In relation to drug use Mr Ashworth points out that the expert report identifies that the drug test results were explicable either by ingestion of drugs or by exposure to drugs in the atmosphere. Mr Ashworth acknowledges that the father himself admitted he had smoked cannabis after February. In particular the father is keen to emphasise that he stopped using cocaine when contact with AB became viable.

19.

In relation to the outcome Mr Ashworth submitted that there was material which should lead me to conclude that there was now much about the father that was positive. He submitted that I should conclude that the father’s motives in leaving for Australia were well intended and designed to assist the mother in regaining care of AB and to demonstrate that they were truly separated.
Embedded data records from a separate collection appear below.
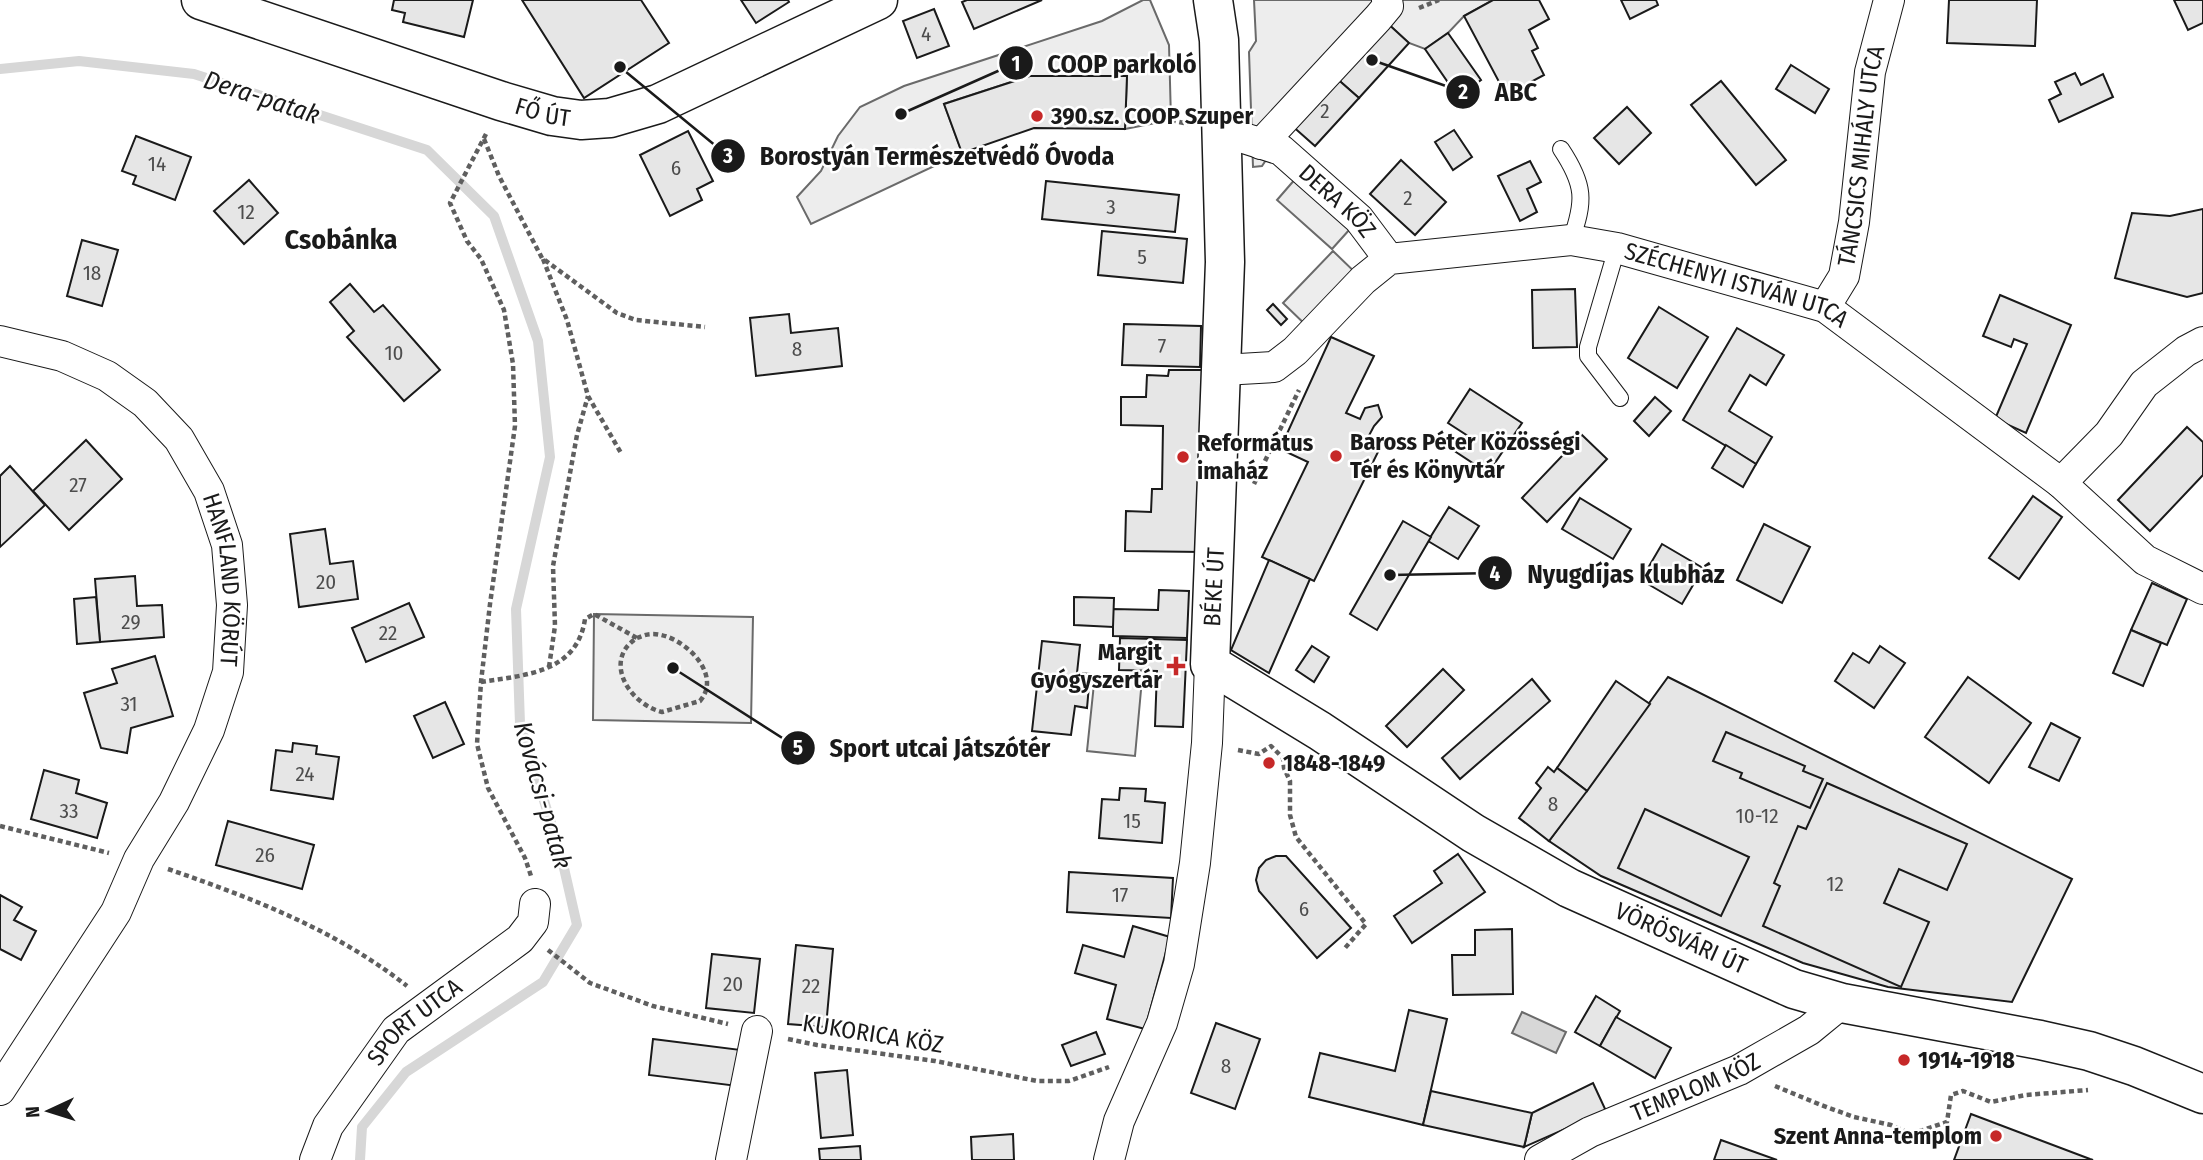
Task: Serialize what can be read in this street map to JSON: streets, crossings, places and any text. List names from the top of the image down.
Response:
{
  "streets": {
    "main road": ["FŐ ÚT", "BÉKE ÚT", "VÖRÖSVÁRI ÚT"],
    "street": [
      "TÁNCSICS MIHÁLY UTCA",
      "DERA KÖZ",
      "SZÉCHENYI ISTVÁN UTCA",
      "HANFLAND KÖRÚT",
      "SPORT UTCA",
      "TEMPLOM KÖZ"
    ],
    "path": ["KUKORICA KÖZ"]
  },
  "crossings": [
    ["TÁNCSICS MIHÁLY UTCA", "SZÉCHENYI ISTVÁN UTCA"],
    ["DERA KÖZ", "SZÉCHENYI ISTVÁN UTCA"],
    ["BÉKE ÚT", "VÖRÖSVÁRI ÚT"],
    ["BÉKE ÚT", "KUKORICA KÖZ"],
    ["VÖRÖSVÁRI ÚT", "TEMPLOM KÖZ"]
  ],
  "districts": ["Csobánka"],
  "water": ["Dera-patak", "Kovácsi-patak"],
  "places": {
    "other": [
      "ABC",
      "Borostyán Természetvédő Óvoda",
      "COOP parkoló",
      "390.sz. COOP Szuper",
      "Baross Péter Közösségi Tér és Könyvtár",
      "Református imaház",
      "Nyugdíjas klubház",
      "Sport utcai Játszótér",
      "1848-1849",
      "1914-1918",
      "Szent Anna-templom"
    ],
    "health": ["Margit Gyógyszertár"]
  },
  "house_numbers": [
    "4",
    "2",
    "14",
    "6",
    "2",
    "3",
    "12",
    "5",
    "18",
    "7",
    "8",
    "10",
    "27",
    "20",
    "29",
    "22",
    "31",
    "24",
    "8",
    "33",
    "10-12",
    "15",
    "26",
    "12",
    "17",
    "6",
    "20",
    "22",
    "8"
  ],
  "north": "left"
}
He said it was positive that the father was prepared to accept orders made against him that would limit contact if that supported a placement of AB with the mother. Mr Ashworth noted that Ms Boardman accepted that he had cooperated with her assessment notwithstanding it encroached upon sensitive areas and that the father had cooperated with the drug hairstrand testing

20.

He submitted that the reduction in offending behaviour since 2015 does evidence a change in the risks and that Ms Boardman concluded that the risks from the father were only medium.

21.

Mr Ashworth submitted that the father was committed to AB and that the intensity of his commitment to her was illustrated by how hard he had fought in these proceedings to gain contact. The father submits that the local authority had ruled him out and hence they maintained that no contact was possible. However contact did take place and the contact records whilst they showed AB was distressed this was not to be surprised given that she did not know her father. The evidence of his interactions with AB show that he behaved appropriately and lovingly with her.

22.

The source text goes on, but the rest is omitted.